Every Christmas I wonder about it. I have what might be termed a messianic complex at worst, a narcissistic complex at best, but truly, most days and especially at Christmas and Easter, I find it to be more of an intense sense of empathy. I don’t actually care if Christ was divine or not. I don’t feel the need to argue with the supposed religious or intellectual. The labels too often to me are a contradiction in terms. But I can understand sacrifice and I know historically or intuitively, that over the past two hundred thousand years of our species’ existence there have been at least a handful of individuals who thought us worth dying for on some level much grander than taking a bullet for a buddy, or leaping onto a grenade.
This is the part that boggles me. These people have not traditionally been ignorant. No small town kid stuck in a happy family with a rosy tinted view of the world that needs saving. I try to imagine what would persuade someone not from here (and for those of you with trouble following the mad rantings, I mean earth) someone not from this stupid little human-infested planet, to come here.

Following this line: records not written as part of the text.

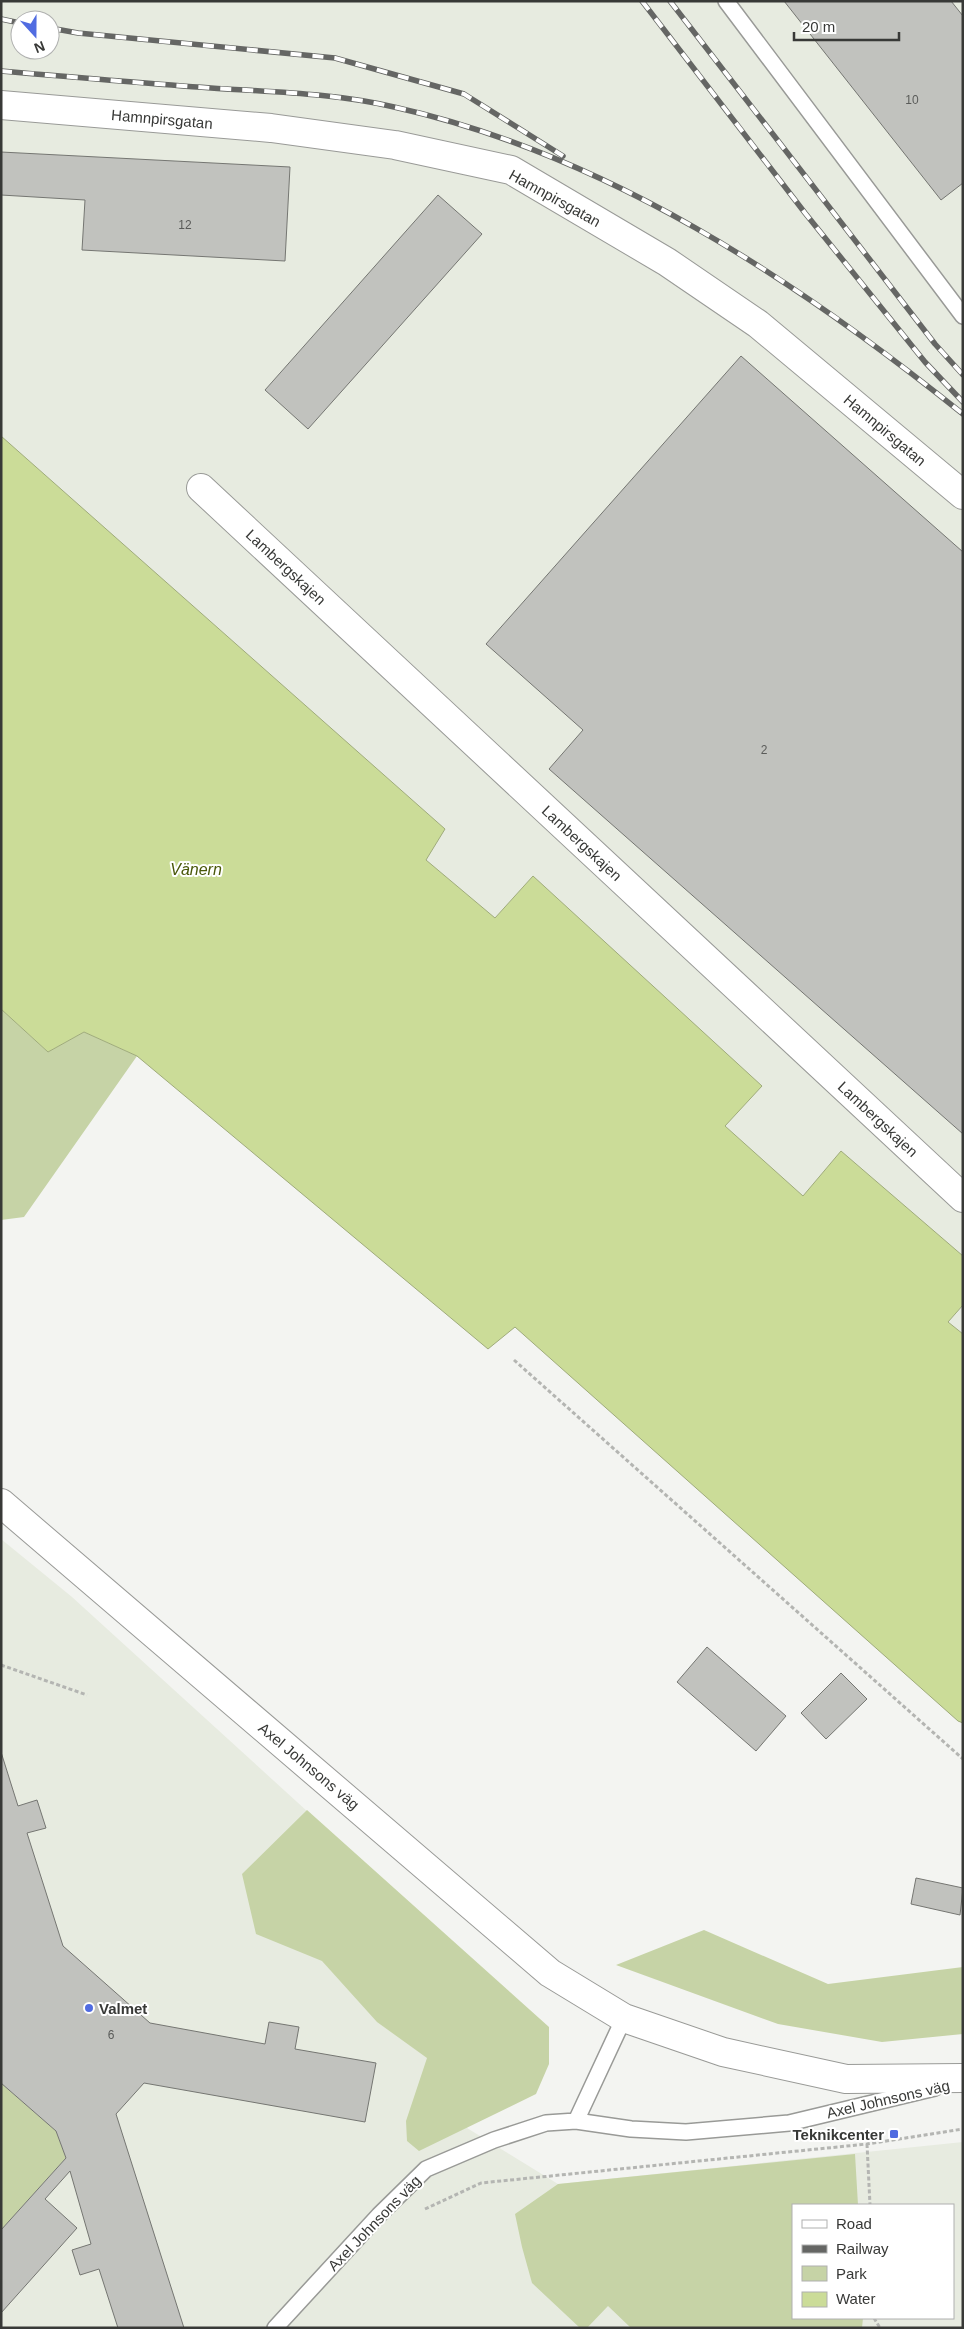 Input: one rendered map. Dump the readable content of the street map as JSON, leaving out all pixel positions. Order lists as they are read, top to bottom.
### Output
{
  "streets": {
    "street": ["Hamnpirsgatan", "Lambergskajen", "Axel Johnsons väg"]
  },
  "water": ["Vänern"],
  "places": {
    "other": ["Valmet"],
    "transit": ["Teknikcenter"]
  },
  "house_numbers": [
    "10",
    "12",
    "2",
    "6"
  ],
  "legend": [
    "Road",
    "Railway",
    "Park",
    "Water"
  ],
  "scale_bar": "20 m",
  "north": "bottom"
}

To live with them, to see humans in all their imagined glory and still decide at the end of it all that they’re worth dying for…worth living for.
The scholar in me knows that it could be as simple as myth. A story humans tell themselves to help them sleep at night, that of course they’re worthy, somehow, someway, they deserve saving. It’s easy enough to see in the increasingly commercialized incarnation of Christianity currently bleeding across the globe like one of Capra’s war maps. Between it and Political Islam…ick. Just ick.
I try to remember the people that I like. The few that I admire. The ones I love. The humans that I think are actually good people. That’s capital G-Good. But I keep thinking, man…sometimes there’s just collateral damage. I’ve always believed that while surely hypothetical, my choice was important. At the end of it all, would I die for them? Would I suffer for them? And maybe it isn’t important to anyone but me. Who knows? But there was a time when the answer was a great deal clearer.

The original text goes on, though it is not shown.